Revenue Agents sit on a new layer Rulebase calls the Customer Agent Runtime. By the company’s account, each agent is trained on a customer’s own policies, queues and data, and treats every objective, whether document collection, exception triage, reactivation outreach or service recovery, as a single long-lived task attached to the underlying business object: an application, a ticket, a transaction, a document.

The runtime, Rulebase said, stores the state, the evidence, the next step, the governing policy and the condition that counts as done.

The design is event-driven rather than a continuously running model. According to Rulebase, an agent wakes on a signal, takes or recommends the next action, records the result and waits, which it said keeps compute cost roughly in line with the value of each case rather than running idle model loops.

An action policy sets what each agent may draft, execute or escalate, and consequential customer-facing actions, the company said, require a human to approve them.

All of that is the company’s description of its own system. Rulebase has not said how many fintechs are running the runtime in production, at what volume, or shown independent testing of the design, so how the architecture holds up in a live regulated queue is not yet something an outside buyer can check.

Gideon Ebose - CEO @Rulebase
Gideon Ebose

“Every fintech is leaking revenue it has already won,” said Gideon Ebose, chief executive and co-founder of Rulebase. “Customers who clear verification but never go live. Accounts approved but never funded. Customers who transacted once and quietly went dormant. That revenue isn’t lost to bad decisions, but to follow-up work that nobody owns long enough to finish.”

Agents move into regulated work

The launch lands amid a wider shift. Through 2026, agentic AI, meaning systems that plan and act across a workflow rather than answer a single prompt, has moved from experimentation towards operational reality in banking back offices, running parts of KYC, AML screening and customer operations that were until recently manual, according to industry analysis of agentic AI in financial services.

That migration into regulated territory is where the caution sits. Model risk, auditability and the point at which a human signs off remain unsettled, and agents acting on onboarding and reactivation touch KYC, KYB and consumer-protection rules directly.

“If you don’t solve the guard function, I don’t see AI at scale in banks at all,” said Jouk Pleiter, founder and chief executive of banking software firm Backbase, in a note on agentic compliance in banking.

Rulebase’s answer is the built-in approval step and the action policy, human oversight where it counts, in Ebose’s phrasing.
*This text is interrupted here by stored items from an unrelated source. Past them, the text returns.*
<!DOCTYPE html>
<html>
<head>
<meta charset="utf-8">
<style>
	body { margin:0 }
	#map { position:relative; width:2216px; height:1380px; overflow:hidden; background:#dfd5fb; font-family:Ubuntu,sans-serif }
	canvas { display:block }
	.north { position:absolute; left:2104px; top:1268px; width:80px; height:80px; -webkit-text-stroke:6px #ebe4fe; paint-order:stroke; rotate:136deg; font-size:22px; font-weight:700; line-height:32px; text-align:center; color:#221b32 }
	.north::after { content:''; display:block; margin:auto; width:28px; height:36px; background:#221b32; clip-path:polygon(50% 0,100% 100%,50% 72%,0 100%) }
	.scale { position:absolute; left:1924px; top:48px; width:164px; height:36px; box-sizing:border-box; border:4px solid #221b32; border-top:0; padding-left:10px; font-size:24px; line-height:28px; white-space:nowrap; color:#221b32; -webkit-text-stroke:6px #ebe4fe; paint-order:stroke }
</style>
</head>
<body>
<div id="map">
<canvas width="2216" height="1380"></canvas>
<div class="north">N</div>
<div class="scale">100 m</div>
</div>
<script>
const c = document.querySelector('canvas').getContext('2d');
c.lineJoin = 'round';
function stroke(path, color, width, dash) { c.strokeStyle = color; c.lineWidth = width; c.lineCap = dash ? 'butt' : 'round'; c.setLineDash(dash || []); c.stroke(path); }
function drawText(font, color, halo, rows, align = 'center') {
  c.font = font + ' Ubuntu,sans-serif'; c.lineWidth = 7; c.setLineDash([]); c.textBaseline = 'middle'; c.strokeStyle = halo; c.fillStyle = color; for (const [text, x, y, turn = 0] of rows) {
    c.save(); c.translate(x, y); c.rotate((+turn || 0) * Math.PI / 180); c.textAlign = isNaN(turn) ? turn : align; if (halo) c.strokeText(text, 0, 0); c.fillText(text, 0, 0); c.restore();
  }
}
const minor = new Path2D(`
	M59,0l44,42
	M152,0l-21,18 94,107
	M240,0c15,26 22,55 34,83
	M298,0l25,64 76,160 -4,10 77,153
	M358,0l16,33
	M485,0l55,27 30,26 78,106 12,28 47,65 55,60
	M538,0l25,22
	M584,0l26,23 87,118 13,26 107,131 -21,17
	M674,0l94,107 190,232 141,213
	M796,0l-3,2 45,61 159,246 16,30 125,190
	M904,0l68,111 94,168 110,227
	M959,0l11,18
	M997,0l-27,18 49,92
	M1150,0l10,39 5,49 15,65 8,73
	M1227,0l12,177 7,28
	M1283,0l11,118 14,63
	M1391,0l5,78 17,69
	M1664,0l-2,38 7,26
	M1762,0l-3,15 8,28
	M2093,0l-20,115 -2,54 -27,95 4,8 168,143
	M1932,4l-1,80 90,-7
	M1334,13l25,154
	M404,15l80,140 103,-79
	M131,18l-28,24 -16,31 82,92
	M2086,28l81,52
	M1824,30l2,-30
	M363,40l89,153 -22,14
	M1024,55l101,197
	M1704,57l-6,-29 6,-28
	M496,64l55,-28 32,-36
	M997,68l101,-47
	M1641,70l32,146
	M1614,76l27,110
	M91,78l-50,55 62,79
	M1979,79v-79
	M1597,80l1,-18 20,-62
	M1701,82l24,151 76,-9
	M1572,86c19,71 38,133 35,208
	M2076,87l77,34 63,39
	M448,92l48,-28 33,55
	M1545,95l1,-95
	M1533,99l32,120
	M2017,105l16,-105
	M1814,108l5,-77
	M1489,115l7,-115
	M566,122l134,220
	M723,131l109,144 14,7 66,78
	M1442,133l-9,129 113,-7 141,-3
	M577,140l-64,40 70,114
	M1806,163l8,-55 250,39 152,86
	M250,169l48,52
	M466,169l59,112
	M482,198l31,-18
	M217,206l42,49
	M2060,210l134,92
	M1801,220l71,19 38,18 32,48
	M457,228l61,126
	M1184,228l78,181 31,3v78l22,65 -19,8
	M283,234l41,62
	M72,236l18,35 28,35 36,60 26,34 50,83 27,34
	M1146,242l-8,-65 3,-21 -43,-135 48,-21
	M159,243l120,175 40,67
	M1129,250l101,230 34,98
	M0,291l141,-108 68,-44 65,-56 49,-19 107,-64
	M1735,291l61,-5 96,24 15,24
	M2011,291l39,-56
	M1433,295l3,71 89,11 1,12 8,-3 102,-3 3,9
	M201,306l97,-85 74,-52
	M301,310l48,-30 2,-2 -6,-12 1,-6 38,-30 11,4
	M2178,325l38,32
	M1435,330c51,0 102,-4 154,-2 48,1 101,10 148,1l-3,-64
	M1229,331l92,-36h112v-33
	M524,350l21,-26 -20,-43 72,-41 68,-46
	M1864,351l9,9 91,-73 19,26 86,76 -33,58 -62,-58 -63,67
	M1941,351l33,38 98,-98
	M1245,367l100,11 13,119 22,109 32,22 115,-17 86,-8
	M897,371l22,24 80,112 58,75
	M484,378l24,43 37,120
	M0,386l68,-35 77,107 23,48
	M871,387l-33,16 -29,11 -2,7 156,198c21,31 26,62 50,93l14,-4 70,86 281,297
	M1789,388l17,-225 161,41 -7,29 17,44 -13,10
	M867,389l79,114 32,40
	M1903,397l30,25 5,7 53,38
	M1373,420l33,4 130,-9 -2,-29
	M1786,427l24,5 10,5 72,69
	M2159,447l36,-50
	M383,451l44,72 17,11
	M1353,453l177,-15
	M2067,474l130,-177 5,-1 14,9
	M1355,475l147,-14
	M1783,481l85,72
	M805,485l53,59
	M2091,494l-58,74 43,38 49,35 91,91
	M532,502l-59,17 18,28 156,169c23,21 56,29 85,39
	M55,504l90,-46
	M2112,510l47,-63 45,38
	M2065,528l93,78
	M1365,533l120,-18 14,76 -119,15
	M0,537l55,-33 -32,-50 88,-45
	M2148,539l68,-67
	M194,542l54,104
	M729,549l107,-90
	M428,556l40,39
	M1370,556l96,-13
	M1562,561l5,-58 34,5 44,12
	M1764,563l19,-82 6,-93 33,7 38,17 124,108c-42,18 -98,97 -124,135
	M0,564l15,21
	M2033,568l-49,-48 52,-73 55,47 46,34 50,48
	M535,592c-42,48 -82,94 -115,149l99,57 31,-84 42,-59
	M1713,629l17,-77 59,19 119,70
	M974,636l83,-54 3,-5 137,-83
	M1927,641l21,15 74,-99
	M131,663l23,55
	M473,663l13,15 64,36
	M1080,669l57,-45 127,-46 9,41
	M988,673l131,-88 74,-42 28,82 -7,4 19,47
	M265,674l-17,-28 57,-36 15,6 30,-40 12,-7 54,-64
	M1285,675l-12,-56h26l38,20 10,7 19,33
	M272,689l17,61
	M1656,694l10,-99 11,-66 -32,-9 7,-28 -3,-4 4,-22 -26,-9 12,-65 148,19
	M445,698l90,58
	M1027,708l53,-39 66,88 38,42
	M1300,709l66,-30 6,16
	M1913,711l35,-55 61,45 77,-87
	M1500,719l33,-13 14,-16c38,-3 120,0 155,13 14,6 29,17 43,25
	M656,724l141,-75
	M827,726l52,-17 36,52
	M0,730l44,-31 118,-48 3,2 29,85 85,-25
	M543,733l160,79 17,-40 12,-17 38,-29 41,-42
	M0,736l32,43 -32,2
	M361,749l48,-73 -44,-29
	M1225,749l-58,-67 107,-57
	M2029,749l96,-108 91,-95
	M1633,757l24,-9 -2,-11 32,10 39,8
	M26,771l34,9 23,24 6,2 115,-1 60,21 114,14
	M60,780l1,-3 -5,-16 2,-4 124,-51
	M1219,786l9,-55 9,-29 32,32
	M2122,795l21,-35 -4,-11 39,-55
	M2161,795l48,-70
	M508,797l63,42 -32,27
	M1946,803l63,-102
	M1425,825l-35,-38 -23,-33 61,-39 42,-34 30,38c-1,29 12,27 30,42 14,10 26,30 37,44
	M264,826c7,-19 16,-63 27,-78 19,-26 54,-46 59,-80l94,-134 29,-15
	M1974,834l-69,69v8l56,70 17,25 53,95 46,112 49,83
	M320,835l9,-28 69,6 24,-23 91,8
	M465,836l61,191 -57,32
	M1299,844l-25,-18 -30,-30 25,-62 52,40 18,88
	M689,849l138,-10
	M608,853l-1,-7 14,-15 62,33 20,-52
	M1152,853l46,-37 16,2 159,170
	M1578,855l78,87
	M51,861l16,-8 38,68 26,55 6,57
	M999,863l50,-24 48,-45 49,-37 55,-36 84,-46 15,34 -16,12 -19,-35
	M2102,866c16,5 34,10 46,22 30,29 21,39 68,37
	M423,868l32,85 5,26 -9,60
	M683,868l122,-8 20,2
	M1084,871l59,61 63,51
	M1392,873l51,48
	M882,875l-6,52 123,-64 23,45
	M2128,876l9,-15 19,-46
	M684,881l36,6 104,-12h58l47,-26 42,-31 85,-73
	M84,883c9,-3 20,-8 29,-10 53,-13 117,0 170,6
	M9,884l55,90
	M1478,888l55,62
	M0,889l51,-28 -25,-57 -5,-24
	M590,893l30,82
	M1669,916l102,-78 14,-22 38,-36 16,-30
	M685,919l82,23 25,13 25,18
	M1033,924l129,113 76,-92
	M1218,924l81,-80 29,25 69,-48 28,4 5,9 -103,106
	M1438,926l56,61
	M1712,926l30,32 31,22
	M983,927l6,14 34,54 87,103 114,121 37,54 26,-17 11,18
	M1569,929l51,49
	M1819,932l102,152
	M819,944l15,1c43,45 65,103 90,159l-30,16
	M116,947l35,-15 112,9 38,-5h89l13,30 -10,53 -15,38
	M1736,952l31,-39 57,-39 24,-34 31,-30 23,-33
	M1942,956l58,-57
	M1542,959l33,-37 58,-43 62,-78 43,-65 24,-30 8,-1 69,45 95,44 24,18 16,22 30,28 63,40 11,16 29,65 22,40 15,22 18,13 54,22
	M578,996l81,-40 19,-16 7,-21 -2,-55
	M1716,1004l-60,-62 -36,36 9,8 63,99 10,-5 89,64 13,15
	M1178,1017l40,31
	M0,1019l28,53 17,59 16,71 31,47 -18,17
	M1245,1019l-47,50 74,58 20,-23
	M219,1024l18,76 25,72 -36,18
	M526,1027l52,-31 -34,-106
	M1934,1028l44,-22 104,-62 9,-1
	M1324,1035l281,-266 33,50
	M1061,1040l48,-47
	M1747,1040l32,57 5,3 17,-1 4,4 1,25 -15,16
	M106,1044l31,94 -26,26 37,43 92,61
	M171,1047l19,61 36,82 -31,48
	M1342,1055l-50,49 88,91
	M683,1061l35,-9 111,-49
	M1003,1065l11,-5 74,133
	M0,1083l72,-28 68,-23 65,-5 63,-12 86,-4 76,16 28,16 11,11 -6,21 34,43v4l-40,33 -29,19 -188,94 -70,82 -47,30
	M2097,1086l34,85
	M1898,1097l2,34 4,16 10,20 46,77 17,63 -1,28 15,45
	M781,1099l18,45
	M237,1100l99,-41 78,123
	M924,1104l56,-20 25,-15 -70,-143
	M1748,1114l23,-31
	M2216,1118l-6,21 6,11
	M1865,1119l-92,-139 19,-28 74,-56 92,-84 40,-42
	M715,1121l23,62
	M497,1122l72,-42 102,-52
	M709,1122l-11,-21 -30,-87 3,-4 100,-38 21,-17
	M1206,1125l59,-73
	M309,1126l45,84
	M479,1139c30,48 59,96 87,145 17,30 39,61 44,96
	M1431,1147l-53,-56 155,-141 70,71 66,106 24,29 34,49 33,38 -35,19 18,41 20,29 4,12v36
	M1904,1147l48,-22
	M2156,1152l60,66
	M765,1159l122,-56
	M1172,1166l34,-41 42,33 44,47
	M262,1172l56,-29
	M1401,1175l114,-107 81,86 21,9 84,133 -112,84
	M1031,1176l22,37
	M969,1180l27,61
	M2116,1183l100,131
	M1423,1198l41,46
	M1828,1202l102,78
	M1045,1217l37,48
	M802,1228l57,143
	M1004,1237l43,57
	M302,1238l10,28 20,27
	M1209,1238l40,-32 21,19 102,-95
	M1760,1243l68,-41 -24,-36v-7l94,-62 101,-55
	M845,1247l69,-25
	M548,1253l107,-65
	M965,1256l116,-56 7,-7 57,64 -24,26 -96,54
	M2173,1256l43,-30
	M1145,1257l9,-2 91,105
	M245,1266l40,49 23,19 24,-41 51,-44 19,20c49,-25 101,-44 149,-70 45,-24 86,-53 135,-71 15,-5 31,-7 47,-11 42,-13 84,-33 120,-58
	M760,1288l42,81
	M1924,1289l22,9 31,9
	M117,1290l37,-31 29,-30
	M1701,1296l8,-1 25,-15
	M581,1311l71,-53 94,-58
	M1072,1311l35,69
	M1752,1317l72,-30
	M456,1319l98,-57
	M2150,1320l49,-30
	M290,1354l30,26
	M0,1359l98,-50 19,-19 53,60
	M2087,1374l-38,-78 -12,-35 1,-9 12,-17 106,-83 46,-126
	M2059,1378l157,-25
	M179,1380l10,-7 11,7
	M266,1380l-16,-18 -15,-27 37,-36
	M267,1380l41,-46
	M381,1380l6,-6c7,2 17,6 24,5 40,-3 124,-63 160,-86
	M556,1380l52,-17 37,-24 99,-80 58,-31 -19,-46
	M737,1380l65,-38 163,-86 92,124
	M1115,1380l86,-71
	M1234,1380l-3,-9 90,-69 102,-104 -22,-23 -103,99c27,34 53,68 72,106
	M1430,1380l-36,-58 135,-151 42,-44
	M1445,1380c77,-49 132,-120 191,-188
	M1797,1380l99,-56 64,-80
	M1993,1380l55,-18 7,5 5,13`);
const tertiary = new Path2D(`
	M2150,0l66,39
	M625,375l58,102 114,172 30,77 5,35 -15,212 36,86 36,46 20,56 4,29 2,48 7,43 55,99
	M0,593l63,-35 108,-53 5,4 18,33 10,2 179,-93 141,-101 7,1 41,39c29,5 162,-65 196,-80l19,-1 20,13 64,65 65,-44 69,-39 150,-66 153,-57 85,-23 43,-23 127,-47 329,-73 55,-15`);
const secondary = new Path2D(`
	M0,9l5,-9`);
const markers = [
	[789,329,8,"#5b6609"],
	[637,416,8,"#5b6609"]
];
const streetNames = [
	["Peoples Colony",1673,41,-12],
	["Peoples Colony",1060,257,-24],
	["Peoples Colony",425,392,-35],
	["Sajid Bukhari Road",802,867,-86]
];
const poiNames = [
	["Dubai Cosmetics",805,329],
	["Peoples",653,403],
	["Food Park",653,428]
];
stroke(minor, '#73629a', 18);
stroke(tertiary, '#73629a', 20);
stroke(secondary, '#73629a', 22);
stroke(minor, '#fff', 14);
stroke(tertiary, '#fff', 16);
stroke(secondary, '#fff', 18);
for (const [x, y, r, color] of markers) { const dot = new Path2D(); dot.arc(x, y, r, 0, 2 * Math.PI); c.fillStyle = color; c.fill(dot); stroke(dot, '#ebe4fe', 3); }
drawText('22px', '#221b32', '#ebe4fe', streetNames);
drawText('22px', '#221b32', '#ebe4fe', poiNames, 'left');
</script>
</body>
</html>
Whether that holds up under a regulator’s scrutiny, rather than a vendor’s, is not something a product launch can settle.

Built on an existing product

Revenue Agents extend a narrower product Rulebase already sells: AI that reviews 100% of customer interactions across voice, email and chat, against the 3% to 5% a manual quality-assurance team typically samples.

The company cited US business banking platform Rho as a customer that used that coverage to cut manual QA by roughly 90% while flagging four times more issues, again a company-stated figure.

The wider company is young and lightly capitalised. Rulebase was founded in 2024 and went through Y Combinator’s Fall 2024 batch, raising a $2.1 million pre-seed round led by Bowery Capital.

Set against that stage, it has not disclosed how many fintechs are running Revenue Agents, named the fintechs behind its recovery and activation figures, or released audited results, the detail a buyer in a regulated business would want before handing an agent a live onboarding queue.